Prozessverbesserung

Was bringt die Blockchain, Herr Wunderlich?

Lesedauer:  6 Minuten
©AdobeStock/Maksym Yemelyanov

Jürgen Wunderlich ist Professor für Wirtschaftsinformatik an der Hochschule für angewandte Wissenschaften in Landshut – und ein Experte für die Blockchain-Technologie. Ein Gespräch über Wassertemperaturen, Datenschutzbedenken und die aktuelle Debatte zum Lieferkettengesetz.

Herr Wunderlich, was ist die Blockchain-Technologie für Sie – Hype oder Gamechanger?

Der Hype entstand vor allem durch die bereits vor über zehn Jahren erfundene erste Kryptowährung Bitcoin.

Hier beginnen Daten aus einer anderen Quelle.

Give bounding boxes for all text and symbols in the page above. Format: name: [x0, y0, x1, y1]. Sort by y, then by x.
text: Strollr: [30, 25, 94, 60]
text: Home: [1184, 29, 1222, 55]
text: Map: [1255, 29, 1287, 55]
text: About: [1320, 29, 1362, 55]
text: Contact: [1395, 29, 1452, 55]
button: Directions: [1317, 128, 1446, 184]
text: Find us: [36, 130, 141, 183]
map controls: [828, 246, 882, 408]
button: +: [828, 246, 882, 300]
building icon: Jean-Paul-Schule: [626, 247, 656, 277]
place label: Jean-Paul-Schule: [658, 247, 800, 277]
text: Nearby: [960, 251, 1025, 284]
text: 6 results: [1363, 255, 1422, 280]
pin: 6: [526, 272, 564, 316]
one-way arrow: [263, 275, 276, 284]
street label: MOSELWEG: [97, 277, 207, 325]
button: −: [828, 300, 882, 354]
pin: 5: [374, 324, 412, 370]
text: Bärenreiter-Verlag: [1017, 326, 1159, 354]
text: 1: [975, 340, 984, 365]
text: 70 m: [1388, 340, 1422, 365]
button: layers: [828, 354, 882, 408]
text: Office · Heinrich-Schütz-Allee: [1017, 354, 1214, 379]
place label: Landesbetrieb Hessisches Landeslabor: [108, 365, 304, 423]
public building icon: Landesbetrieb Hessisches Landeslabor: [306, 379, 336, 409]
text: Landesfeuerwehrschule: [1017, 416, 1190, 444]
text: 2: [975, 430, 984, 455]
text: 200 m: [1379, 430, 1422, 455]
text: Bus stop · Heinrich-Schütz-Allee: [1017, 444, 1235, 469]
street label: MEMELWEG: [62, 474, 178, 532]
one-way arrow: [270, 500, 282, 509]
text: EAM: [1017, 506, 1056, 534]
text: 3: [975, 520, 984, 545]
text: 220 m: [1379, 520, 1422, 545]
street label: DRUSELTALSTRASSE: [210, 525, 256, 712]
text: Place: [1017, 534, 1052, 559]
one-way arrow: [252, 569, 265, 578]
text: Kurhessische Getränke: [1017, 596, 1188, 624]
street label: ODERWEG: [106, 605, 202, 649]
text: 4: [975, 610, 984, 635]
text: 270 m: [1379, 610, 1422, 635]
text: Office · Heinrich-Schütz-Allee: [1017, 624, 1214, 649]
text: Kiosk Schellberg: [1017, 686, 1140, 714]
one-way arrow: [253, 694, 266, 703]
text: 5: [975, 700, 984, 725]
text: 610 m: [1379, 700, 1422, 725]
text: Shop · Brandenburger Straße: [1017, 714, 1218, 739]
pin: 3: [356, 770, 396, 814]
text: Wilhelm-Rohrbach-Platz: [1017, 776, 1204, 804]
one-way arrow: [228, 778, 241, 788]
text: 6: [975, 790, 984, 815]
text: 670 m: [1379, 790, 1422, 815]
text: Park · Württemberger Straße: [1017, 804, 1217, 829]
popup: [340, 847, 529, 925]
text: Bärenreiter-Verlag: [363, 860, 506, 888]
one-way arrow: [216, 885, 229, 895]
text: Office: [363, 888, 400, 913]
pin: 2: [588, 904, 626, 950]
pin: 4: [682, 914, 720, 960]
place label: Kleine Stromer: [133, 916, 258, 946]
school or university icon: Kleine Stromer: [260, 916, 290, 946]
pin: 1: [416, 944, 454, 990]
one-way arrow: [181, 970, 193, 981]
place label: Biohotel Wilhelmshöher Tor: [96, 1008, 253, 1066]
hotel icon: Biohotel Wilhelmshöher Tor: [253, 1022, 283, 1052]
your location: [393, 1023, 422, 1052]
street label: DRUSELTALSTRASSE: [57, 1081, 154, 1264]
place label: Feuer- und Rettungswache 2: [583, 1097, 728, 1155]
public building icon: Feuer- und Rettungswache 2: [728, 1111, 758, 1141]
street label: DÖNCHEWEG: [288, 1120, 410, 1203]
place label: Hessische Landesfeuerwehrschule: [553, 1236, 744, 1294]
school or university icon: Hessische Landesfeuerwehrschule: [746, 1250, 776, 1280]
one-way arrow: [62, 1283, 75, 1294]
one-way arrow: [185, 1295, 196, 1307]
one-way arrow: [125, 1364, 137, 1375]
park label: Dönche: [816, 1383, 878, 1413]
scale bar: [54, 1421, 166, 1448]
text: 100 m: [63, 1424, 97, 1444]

Sie basiert auf der Blockchain-Technologie und stieg bis Ende 2017 nahezu exponentiell auf fast 17 000 Euro. Dadurch wurden die Vorteile der Technologie bekannt: Die Blockchain ist dezentral und praktisch fälschungssicher. Daten werden statt zentral auf einem Server an vielen verschiedenen Stellen gespeichert und können nicht geändert werden, ohne dass andere das mitbekommen. Schon ein Jahr später, also Ende 2018, hatte die Blockchain jedoch den sogenannten Gartner-Hype-Cycle durchschritten und stürzte vom Gipfel der überzogenen Erwartungen in das Tal der Enttäuschungen ab. Trotzdem gelang es ihr, sich als gemeinsam genutzte, dezentrale Datenbank auf dem Markt zu etablieren.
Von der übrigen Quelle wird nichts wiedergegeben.